**EXERCISE AIM**
Repeat word for word every line of the data below, from the first through the line containing "position:absolute; left:24px; top:290px;", and stop there.

----

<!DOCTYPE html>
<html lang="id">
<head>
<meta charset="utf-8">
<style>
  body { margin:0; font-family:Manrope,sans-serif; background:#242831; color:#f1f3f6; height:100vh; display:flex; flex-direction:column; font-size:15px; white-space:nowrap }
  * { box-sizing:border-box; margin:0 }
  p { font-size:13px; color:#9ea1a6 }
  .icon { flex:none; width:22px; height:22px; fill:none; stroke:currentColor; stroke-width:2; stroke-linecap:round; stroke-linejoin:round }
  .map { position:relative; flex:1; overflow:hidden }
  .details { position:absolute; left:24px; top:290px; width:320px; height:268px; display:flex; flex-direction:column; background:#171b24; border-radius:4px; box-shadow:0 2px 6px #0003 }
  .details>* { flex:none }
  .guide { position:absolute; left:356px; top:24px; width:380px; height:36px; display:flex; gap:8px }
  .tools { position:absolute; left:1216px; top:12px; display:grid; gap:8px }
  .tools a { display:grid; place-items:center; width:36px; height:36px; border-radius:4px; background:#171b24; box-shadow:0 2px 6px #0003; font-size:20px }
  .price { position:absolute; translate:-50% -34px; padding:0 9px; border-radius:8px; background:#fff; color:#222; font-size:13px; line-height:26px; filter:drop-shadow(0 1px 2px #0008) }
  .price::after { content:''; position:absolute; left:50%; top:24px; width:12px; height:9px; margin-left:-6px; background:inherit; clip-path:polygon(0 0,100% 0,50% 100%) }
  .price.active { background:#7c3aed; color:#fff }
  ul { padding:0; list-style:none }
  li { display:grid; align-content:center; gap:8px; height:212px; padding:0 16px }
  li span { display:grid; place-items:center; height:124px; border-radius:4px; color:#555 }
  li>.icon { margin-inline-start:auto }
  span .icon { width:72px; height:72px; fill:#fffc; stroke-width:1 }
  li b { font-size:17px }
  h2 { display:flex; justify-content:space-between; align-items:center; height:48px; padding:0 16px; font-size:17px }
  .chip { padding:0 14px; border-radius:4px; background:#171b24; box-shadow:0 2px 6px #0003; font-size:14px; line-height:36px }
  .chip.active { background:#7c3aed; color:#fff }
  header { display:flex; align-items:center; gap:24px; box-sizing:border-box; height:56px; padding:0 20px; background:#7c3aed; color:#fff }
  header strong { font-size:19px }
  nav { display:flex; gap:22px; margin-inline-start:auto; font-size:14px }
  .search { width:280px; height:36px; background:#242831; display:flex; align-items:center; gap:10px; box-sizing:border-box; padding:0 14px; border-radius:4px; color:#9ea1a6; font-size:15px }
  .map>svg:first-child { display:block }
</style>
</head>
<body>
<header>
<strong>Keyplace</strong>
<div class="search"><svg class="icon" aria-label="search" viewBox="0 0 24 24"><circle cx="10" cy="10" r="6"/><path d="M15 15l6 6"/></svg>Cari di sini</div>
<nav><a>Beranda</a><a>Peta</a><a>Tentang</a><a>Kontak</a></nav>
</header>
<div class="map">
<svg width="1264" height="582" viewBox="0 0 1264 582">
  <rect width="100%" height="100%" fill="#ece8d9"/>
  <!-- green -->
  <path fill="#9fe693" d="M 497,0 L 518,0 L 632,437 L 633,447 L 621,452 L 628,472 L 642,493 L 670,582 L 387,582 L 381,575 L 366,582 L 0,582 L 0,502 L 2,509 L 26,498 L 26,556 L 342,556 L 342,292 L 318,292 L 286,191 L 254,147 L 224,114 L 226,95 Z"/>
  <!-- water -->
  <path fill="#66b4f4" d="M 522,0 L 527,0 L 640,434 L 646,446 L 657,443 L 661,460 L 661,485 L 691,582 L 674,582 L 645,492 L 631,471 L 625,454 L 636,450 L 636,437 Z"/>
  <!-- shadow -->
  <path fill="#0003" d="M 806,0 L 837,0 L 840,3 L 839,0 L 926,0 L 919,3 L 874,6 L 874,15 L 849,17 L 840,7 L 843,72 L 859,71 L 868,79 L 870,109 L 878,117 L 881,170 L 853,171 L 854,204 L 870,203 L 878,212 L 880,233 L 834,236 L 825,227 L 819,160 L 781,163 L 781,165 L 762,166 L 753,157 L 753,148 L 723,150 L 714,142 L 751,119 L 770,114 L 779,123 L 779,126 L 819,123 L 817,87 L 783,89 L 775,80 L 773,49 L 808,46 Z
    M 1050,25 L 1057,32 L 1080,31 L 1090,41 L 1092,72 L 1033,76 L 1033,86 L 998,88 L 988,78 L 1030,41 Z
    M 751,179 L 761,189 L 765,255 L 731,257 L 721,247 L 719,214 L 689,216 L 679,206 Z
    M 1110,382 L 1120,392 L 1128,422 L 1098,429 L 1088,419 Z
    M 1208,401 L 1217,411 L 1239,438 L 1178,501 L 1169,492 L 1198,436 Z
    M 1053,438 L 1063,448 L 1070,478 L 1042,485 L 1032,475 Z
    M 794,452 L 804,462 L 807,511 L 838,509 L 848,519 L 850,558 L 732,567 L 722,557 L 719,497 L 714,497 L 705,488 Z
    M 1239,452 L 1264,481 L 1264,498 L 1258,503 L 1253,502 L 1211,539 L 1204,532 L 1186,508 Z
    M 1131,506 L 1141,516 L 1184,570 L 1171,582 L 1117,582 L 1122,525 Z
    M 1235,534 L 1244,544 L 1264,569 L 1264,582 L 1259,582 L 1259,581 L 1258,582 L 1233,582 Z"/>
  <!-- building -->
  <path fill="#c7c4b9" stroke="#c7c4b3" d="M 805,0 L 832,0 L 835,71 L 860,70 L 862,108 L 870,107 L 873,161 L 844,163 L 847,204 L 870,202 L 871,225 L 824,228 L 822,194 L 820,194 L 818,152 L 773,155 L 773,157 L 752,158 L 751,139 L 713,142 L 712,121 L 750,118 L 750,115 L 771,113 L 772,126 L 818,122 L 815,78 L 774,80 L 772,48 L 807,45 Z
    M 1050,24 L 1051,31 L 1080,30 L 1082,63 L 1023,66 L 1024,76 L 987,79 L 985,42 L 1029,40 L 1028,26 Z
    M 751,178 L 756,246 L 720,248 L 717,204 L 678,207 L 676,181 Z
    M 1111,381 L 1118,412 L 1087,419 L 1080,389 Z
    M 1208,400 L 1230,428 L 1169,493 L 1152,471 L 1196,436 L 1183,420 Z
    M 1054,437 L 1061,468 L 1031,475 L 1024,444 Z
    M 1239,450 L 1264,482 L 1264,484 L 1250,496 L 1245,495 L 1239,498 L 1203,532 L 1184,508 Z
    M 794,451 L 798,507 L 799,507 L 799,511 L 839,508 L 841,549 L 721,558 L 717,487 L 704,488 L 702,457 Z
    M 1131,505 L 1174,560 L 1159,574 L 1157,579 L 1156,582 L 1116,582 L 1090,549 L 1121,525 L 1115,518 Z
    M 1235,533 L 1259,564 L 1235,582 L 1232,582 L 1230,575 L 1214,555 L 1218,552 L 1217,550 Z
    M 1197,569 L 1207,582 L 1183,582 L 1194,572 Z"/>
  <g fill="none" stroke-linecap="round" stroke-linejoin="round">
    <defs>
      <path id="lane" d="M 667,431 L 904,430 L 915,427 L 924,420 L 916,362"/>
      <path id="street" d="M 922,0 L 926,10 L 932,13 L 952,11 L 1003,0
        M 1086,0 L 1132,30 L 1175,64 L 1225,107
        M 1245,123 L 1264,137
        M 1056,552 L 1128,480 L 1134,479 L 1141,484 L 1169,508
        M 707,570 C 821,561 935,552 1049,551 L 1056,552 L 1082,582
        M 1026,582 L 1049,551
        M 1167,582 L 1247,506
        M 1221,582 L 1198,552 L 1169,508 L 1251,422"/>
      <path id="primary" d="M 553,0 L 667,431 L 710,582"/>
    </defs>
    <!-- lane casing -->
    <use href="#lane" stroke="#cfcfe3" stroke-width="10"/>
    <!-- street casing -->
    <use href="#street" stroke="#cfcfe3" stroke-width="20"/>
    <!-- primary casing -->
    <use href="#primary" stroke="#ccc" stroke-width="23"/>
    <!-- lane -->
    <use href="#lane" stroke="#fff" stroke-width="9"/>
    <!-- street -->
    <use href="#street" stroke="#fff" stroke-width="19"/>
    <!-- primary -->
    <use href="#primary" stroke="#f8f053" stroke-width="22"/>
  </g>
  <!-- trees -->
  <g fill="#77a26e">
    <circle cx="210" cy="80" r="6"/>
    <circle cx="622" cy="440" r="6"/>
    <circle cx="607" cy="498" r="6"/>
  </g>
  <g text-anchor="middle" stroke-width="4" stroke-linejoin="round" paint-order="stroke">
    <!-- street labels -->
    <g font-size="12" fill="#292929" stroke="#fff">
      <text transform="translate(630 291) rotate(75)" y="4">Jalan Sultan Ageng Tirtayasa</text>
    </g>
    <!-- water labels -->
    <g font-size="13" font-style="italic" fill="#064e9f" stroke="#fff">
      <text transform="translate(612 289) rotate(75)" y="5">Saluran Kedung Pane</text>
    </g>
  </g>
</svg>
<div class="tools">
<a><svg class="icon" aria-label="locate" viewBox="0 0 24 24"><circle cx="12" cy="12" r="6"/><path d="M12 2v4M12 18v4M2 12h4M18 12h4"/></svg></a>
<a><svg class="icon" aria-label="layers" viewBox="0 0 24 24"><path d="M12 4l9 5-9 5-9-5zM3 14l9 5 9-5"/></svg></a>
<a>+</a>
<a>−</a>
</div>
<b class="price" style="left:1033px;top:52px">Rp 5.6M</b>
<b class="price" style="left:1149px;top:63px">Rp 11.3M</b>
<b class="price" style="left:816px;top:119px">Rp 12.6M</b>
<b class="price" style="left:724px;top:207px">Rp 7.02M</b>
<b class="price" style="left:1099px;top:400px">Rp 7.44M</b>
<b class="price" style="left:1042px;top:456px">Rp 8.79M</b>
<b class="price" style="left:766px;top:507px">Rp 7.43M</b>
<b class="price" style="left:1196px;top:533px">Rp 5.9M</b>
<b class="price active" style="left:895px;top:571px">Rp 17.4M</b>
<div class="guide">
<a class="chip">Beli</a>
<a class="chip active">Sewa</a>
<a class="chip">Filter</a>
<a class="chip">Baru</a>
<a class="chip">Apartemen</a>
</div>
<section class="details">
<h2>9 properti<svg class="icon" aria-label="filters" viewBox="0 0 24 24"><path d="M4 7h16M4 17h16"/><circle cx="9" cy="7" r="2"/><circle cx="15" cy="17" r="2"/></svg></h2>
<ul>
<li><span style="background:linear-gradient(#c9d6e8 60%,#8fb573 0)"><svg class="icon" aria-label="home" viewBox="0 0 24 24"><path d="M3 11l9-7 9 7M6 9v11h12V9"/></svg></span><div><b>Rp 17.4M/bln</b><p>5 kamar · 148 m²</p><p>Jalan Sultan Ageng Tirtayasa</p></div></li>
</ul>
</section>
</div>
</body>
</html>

----

**REPLY**
<!DOCTYPE html>
<html lang="id">
<head>
<meta charset="utf-8">
<style>
  body { margin:0; font-family:Manrope,sans-serif; background:#242831; color:#f1f3f6; height:100vh; display:flex; flex-direction:column; font-size:15px; white-space:nowrap }
  * { box-sizing:border-box; margin:0 }
  p { font-size:13px; color:#9ea1a6 }
  .icon { flex:none; width:22px; height:22px; fill:none; stroke:currentColor; stroke-width:2; stroke-linecap:round; stroke-linejoin:round }
  .map { position:relative; flex:1; overflow:hidden }
  .details { position:absolute; left:24px; top:290px; width:320px; height:268px; display:flex; flex-direction:column; background:#171b24; border-radius:4px; box-shadow:0 2px 6px #0003 }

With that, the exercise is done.